Signed English, “…like SEE2, all prepositions conjunctions , prefixes, suffixes, and verb forms, are signed in an English, rather than ASL, form.  Therefore, the sign TO EAT would be used to convey the idea of consuming too much food, while the sign TO USE would convey the idea of being a consumer (a user) of particular services.”
and CASE, “…meaning has primary importance and signs are selected based on the meaning of the ideas being conveyed….In the CASE signing system, a different sign would be used for the world “make” in each of the following sentences.  I will make dinner.  Go make your bed.  Did you make that coat rack?”

They are all different and you can find more about them here or straight to my source from So You Want to be an Interpreter by Janice H. Humphrey and Bob J. Alcorn, second edition.
Moral of the story, I ended up getting a book out of the library teaching me SEE2.  This is not ASL.  Whoops.  Make sure you have the right language!

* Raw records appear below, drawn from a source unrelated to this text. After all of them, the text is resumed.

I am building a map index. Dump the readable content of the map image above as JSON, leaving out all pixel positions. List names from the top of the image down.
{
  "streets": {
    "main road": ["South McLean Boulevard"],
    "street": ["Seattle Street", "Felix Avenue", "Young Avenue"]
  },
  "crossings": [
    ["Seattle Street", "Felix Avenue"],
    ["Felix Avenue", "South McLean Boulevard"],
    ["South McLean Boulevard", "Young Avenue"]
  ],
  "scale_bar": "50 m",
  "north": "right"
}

The next thing I’ve been finding really helpful and fascinating is learning about deaf culture.  I’m currently reading A Deaf Adult Speaks Out.  Yet, again though, this book is not exactly up to date, also conceived in the 70’s along with that SEE2 book.  I’d love it if you gave me suggestions of modern books to read on deaf culture in the U.S. or abroad.

I’ve also been going to ASL meet-ups on Sundays.   The people I’ve met so far are very patient, kind, welcoming, gentle, and funny.  A great environment for me to learn it.  I’m very thankful.
It’s casual, over drinks, with about 10 or more people.  I don’t know what is happening most of the time if I’m not asking someone to sign slow, no…slower…in a side conversation.  Even so, I’m already learning so much.  It’s not that easy to find people who will sign.  It’s not like there is a country I can go to to practice.  It’s not like Spanish, I can’t just go to Chile or Peru to practice.  There isn’t a completely non-hearing country.  Maybe small communities, the Vineyard, or maybe Gallaudet, but it’s different. Different because these d/Deaf cultures, sub-cultures, form within larger cultures of spoken languages.  As a hearing individual that knows close to nothing about deaf culture in general, I aim to tread lightly within a subculture that I know little about not wanting to recapitulate oppressions, impose on safe spaces, and assert an unwelcome presence reminiscent of colonialism.  I need to be aware that my learning this language, or attempts to anyway, means not just learning vocabulary, syntax, and grammar.  Learning this langauge must come with come with cultural awareness d/Deaf cultural norms.  I must attempt to think through what it means to be d/Deaf in a hearing world, not that I’ll every truly know, or ever come close to knowing.  What I’m trying to say is, these ASL meet-ups couldn’t be more invaluable.  I’m learning not just the language, but norms, culture, a different way of life.  I’m lucky enough to be surrounded by a such a welcoming group so far.  Who hopefully will continue to correct my (many, many) mistakes.
I have much more to say, but I’ll end here, and hope for recommendations on books, and general feedback!